- _Excerpted data_
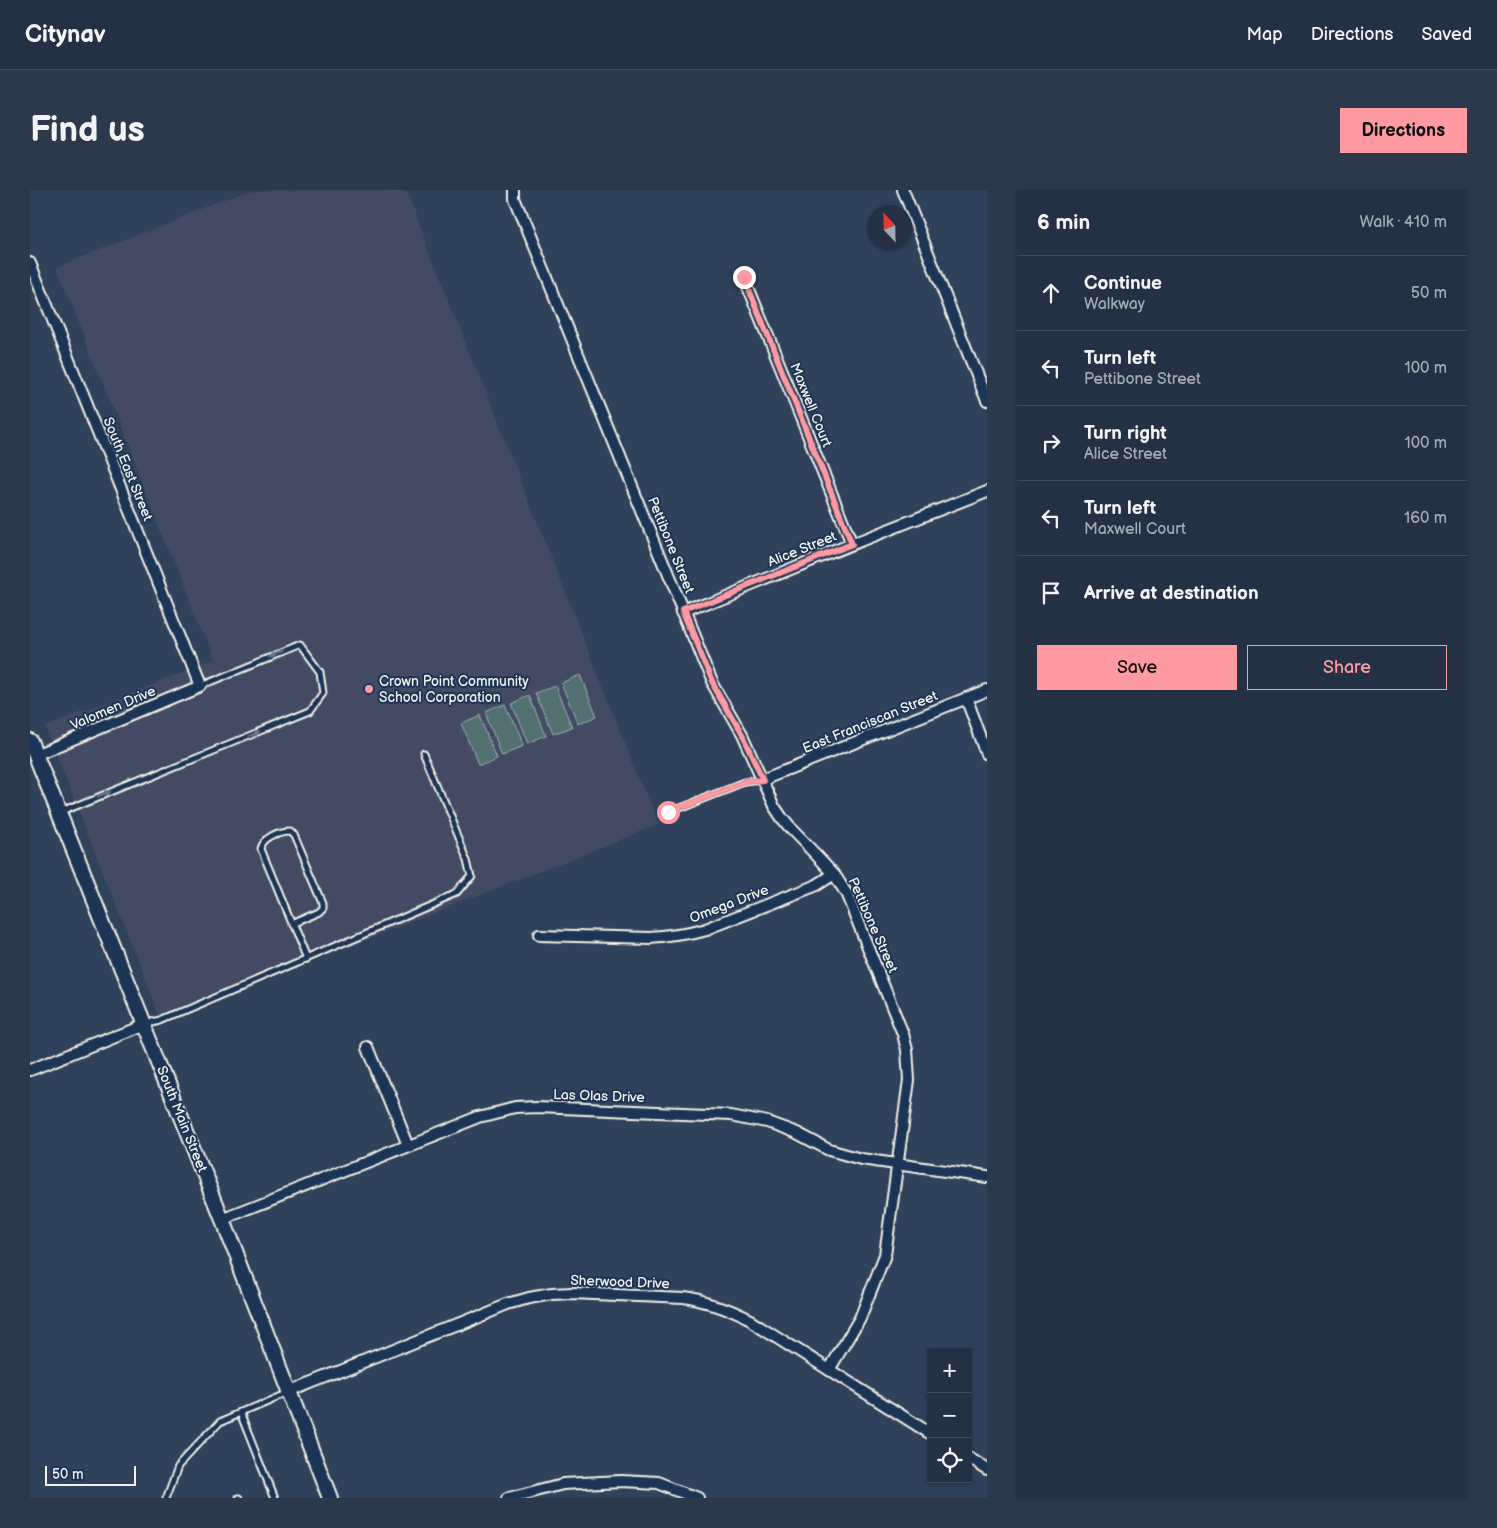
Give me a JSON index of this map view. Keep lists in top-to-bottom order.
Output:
{
  "streets": {
    "street": [
      "Maxwell Court",
      "South East Street",
      "Pettibone Street",
      "Alice Street",
      "Valomen Drive",
      "East Franciscan Street",
      "Omega Drive",
      "Las Olas Drive",
      "South Main Street",
      "Sherwood Drive"
    ]
  },
  "crossings": [
    ["Maxwell Court", "Alice Street"],
    ["South East Street", "Valomen Drive"],
    ["Pettibone Street", "Alice Street"],
    ["Pettibone Street", "East Franciscan Street"],
    ["Pettibone Street", "Omega Drive"],
    ["Pettibone Street", "Las Olas Drive"],
    ["Pettibone Street", "Sherwood Drive"],
    ["Valomen Drive", "South Main Street"],
    ["Las Olas Drive", "South Main Street"],
    ["South Main Street", "Sherwood Drive"]
  ],
  "places": ["Crown Point Community School Corporation"],
  "scale_bar": "50 m",
  "north": "top",
  "page": {
    "header": "Citynav",
    "nav": ["Map", "Directions", "Saved"],
    "buttons": [
      "Directions",
      ["Save", "Share"]
    ],
    "title": "Find us",
    "heading": ["6 min", "Walk · 410 m"],
    "list": [
      ["Continue", "Walkway", "50 m"],
      ["Turn left", "Pettibone Street", "100 m"],
      ["Turn right", "Alice Street", "100 m"],
      ["Turn left", "Maxwell Court", "160 m"],
      "Arrive at destination"
    ],
    "map_buttons": ["+", "−"],
    "scale": "50 m"
  }
}
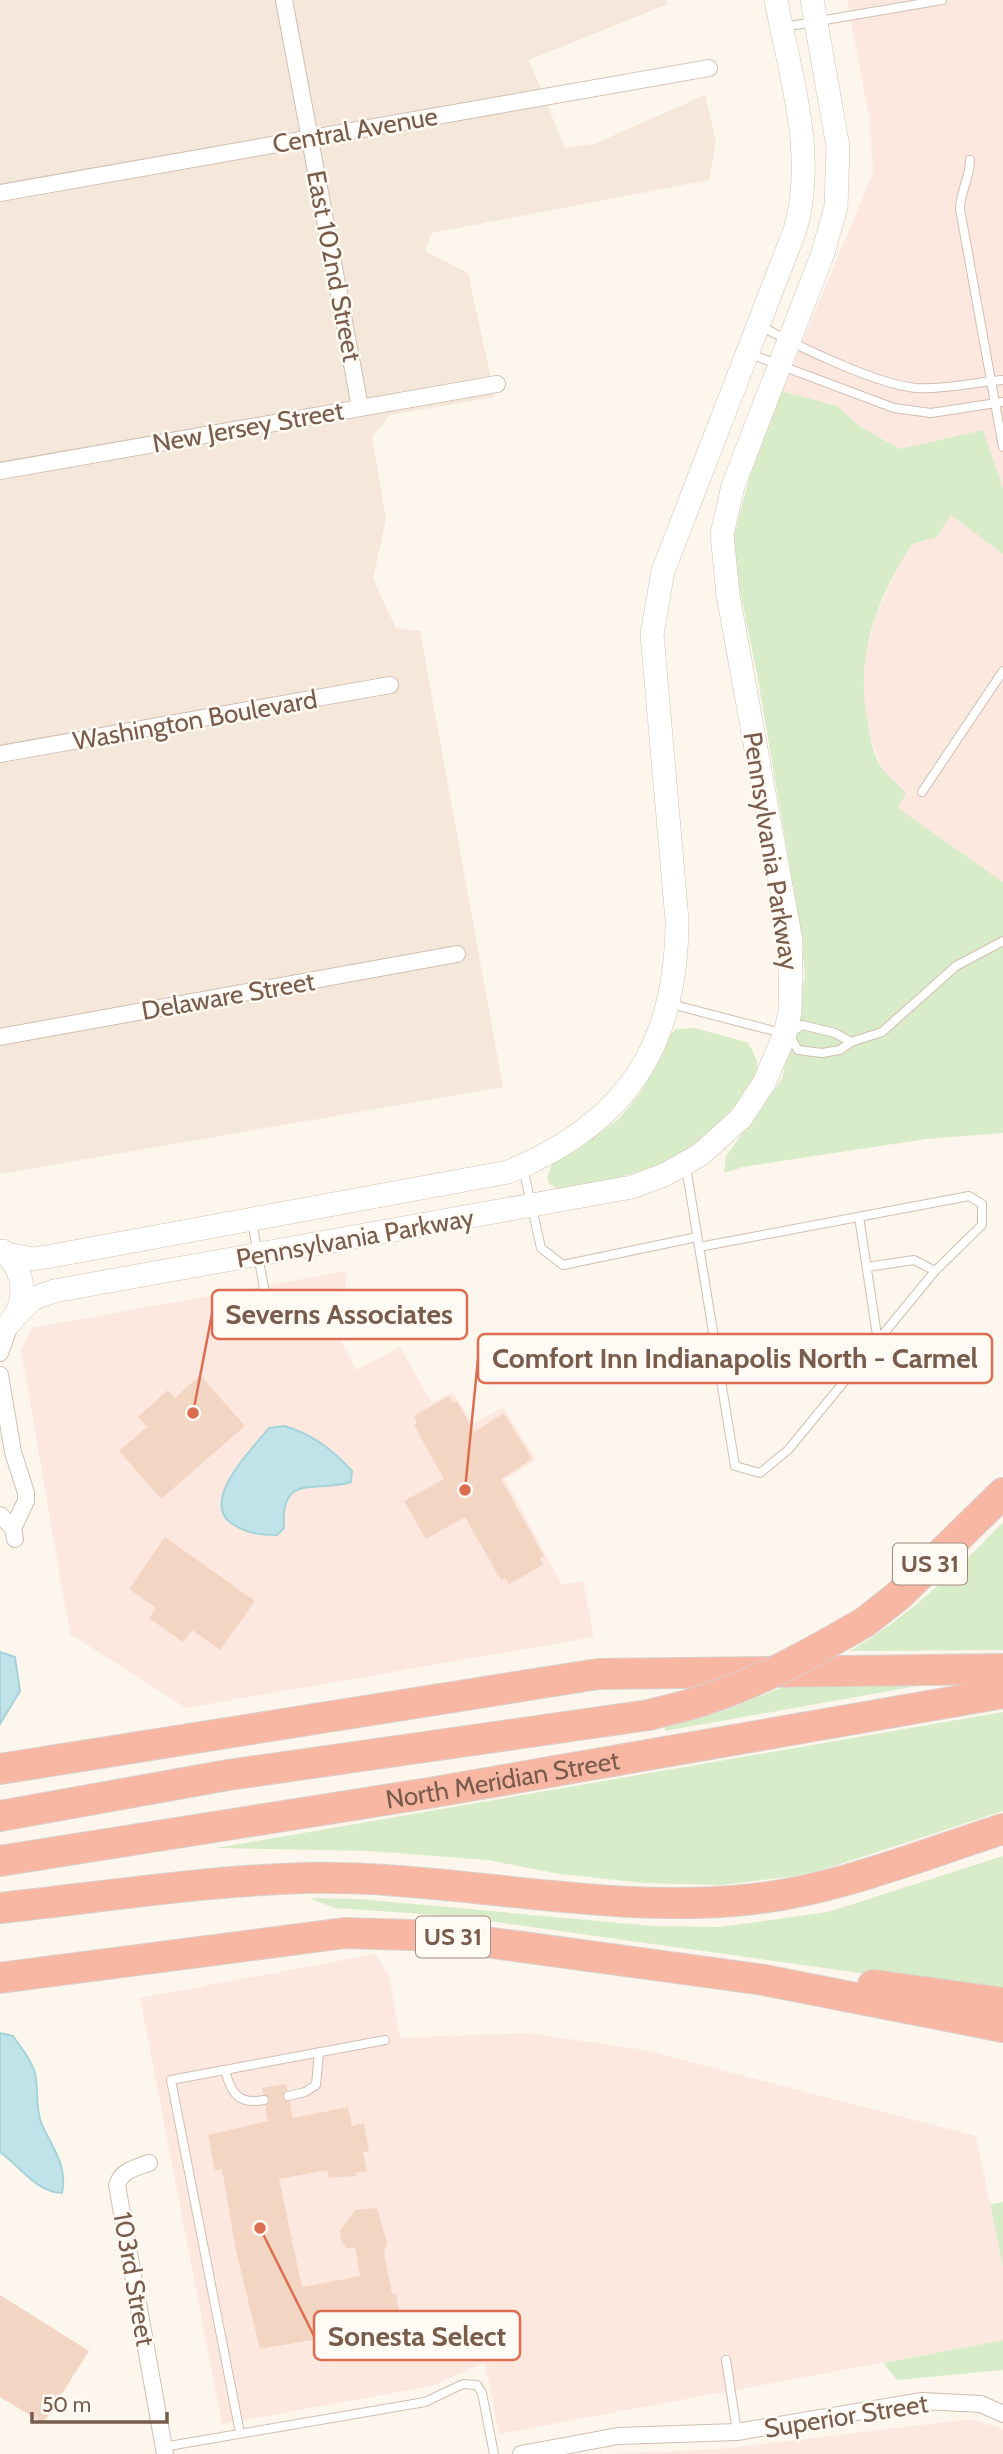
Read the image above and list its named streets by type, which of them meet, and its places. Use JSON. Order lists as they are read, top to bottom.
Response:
{
  "streets": {
    "highway": ["US 31", "North Meridian Street"],
    "main road": ["Pennsylvania Parkway"],
    "street": [
      "Central Avenue",
      "East 102nd Street",
      "New Jersey Street",
      "Washington Boulevard",
      "Delaware Street",
      "103rd Street",
      "Superior Street"
    ]
  },
  "crossings": [
    ["Central Avenue", "East 102nd Street"],
    ["East 102nd Street", "New Jersey Street"]
  ],
  "places": ["Severns Associates", "Comfort Inn Indianapolis North - Carmel", "Sonesta Select"],
  "scale_bar": "50 m"
}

- _Problem to work on_
On how many lines of the listing does the string "bottom" occur? Give the number by itself.

- _Answer for this exercise_
2